Governments, some great men once avowed, derive their legitimacy from "the
consent of the governed." In the country that these men founded, it should
not be required to remind anyone that the people do not obtain their
natural, God-given liberties by "the consent of the Government." Yet in this
century, our once great constitutional republic has been so profaned in the
pursuit of power and social engineering by corrupt leaders as to be
unrecognizable to the Founders. And in large measure we have ourselves to
blame because at each crucial step along the way the usurpers of our
liberties have obtained the consent of a majority of the governed to do what
they have done, often in the name of "democracy"-- a political system
rejected by the Founders.

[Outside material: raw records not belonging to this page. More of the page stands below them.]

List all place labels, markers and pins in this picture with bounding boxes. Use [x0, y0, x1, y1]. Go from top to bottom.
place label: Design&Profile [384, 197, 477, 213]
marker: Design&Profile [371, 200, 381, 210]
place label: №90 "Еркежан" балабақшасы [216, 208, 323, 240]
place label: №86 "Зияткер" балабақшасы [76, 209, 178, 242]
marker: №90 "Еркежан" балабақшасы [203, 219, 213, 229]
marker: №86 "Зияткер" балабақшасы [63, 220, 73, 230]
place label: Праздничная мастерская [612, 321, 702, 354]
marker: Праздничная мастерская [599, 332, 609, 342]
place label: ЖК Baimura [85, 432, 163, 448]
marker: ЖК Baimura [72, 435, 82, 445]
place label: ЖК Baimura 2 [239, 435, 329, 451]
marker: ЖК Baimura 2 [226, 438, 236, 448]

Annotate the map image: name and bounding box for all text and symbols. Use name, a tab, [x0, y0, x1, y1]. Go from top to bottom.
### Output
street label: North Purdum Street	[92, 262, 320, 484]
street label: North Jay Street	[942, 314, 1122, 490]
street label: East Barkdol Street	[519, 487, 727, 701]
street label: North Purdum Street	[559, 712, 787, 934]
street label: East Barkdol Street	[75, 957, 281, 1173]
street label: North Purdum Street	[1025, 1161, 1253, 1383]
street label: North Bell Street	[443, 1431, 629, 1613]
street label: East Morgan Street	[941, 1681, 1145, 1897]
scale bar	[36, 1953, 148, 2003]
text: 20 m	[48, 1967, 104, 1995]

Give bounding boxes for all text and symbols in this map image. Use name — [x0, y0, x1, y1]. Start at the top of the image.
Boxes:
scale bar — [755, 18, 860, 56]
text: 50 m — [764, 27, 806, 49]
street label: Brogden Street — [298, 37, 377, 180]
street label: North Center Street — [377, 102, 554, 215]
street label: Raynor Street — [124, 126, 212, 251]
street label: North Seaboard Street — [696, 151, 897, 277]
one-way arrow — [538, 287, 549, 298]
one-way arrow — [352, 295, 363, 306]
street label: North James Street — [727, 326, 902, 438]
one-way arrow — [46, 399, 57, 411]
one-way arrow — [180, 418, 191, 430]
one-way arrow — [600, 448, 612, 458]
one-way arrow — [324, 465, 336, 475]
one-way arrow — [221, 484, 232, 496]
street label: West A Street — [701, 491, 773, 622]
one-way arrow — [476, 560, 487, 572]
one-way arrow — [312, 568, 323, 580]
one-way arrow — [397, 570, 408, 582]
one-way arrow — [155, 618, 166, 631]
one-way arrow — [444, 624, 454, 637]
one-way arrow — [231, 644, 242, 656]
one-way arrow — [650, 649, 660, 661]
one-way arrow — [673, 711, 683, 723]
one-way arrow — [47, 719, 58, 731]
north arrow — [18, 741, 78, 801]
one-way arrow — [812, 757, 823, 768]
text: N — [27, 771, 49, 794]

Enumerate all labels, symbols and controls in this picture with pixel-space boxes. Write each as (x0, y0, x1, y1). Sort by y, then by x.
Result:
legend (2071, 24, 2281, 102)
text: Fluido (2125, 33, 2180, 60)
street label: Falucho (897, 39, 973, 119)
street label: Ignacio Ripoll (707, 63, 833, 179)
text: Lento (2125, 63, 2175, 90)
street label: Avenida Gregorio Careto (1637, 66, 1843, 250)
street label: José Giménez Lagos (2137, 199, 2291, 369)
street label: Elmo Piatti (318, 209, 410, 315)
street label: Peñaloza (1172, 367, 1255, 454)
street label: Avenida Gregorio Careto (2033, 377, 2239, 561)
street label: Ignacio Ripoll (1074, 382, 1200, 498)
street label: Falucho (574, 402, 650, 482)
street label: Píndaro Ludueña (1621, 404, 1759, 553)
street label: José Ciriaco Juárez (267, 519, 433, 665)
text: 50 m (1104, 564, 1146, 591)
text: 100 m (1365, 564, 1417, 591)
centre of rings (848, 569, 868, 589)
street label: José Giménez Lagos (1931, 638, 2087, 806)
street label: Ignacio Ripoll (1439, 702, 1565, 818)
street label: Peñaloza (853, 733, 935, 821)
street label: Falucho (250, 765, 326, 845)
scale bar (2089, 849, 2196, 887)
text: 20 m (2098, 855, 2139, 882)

Another good friend of mine gave the best
description of pure democracy I have ever heard. "Democracy," he concluded,
"is three wolves and a sheep sitting down to vote on what to have for
dinner." The rights of the sheep in this system are by no means guaranteed.
Now it is true that our present wolf-like, would-be rulers do not as yet
seek to eat that sheep and its peaceable wooly cousins (We, the people).
They are, however, most desirous that the sheep be shorn of taxes, and if
possible and when necessary, be reminded of their rightful place in society
as "good citizen sheep" whose safety from the big bad wolves outside their
barn doors is only guaranteed by the omni-presence in the barn of the "good
wolves" of the government. Indeed, they do not present themselves as wolves
at all, but rather these lupines parade around in sheep's clothing, bleating
insistently in falsetto about the welfare of the flock and the necessity to
surrender liberty and property "for the children", er, ah, I mean "the
lambs." In order to ensure future generations of compliant sheep, they are
careful to educate the lambs in the way of "political correctness," tutoring
them in the totalitarian faiths that "it takes a barnyard to raise a lamb"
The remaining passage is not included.